**RAW DATA**.
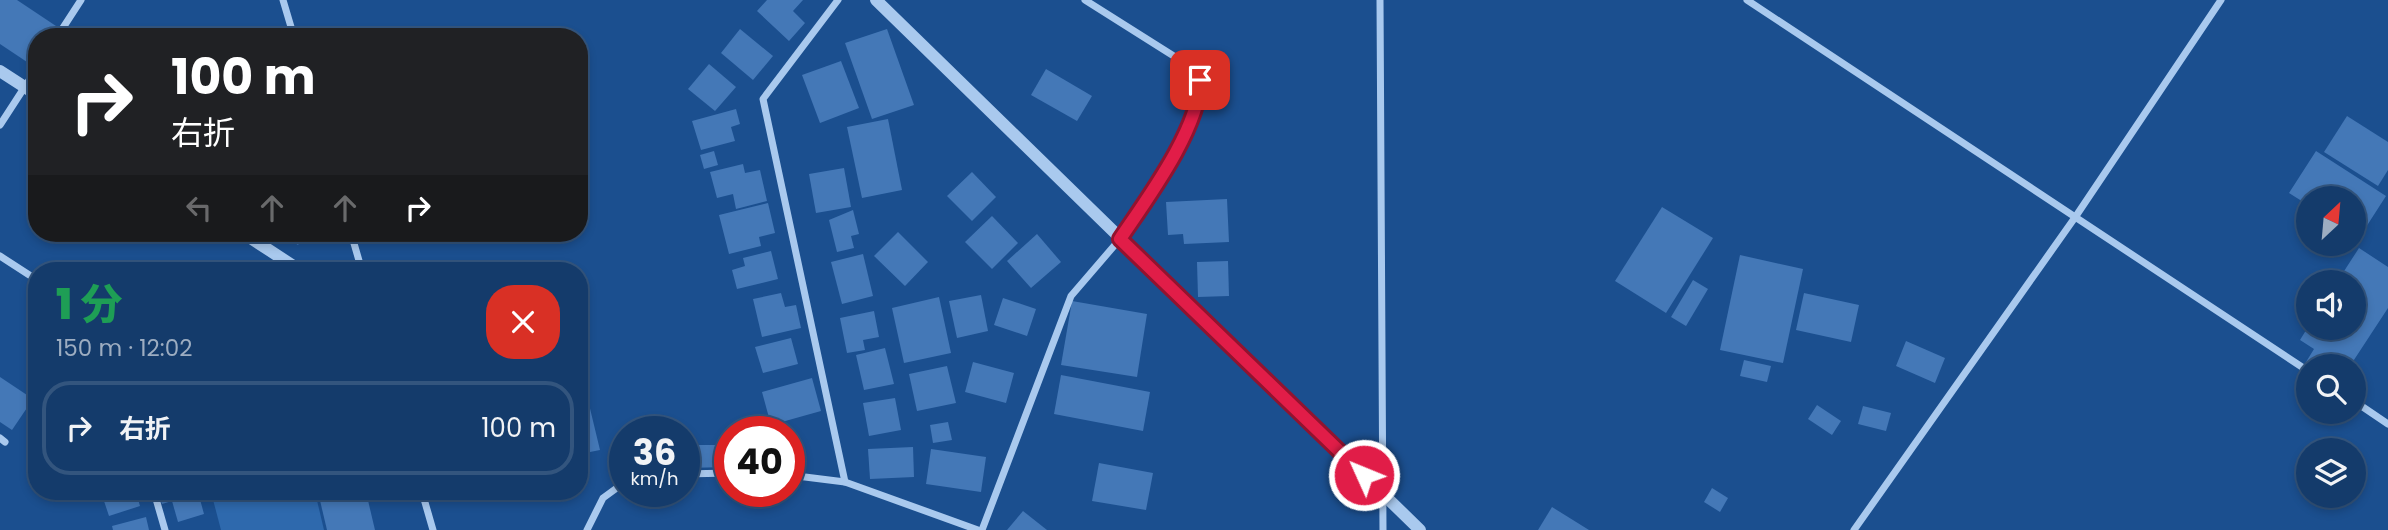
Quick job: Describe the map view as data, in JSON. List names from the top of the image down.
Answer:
{
  "north": "top right",
  "page": {
    "turn": ["100 m", "右折"],
    "heading": ["1 分", "150 m · 12:02"],
    "list": [
      {
        "name": "右折",
        "value": "100 m"
      }
    ],
    "speed": "36 km/h",
    "limit": "40"
  }
}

**GOAL OF THE EXERCISE**.
Please retype the records above exactly, leaving every image out.

**ANSWER SPACE**.
Quick job: Describe the map view as data, in JSON. List names from the top of the image down.
Answer:
{
  "north": "top right",
  "page": {
    "turn": ["100 m", "右折"],
    "heading": ["1 分", "150 m · 12:02"],
    "list": [
      {
        "name": "右折",
        "value": "100 m"
      }
    ],
    "speed": "36 km/h",
    "limit": "40"
  }
}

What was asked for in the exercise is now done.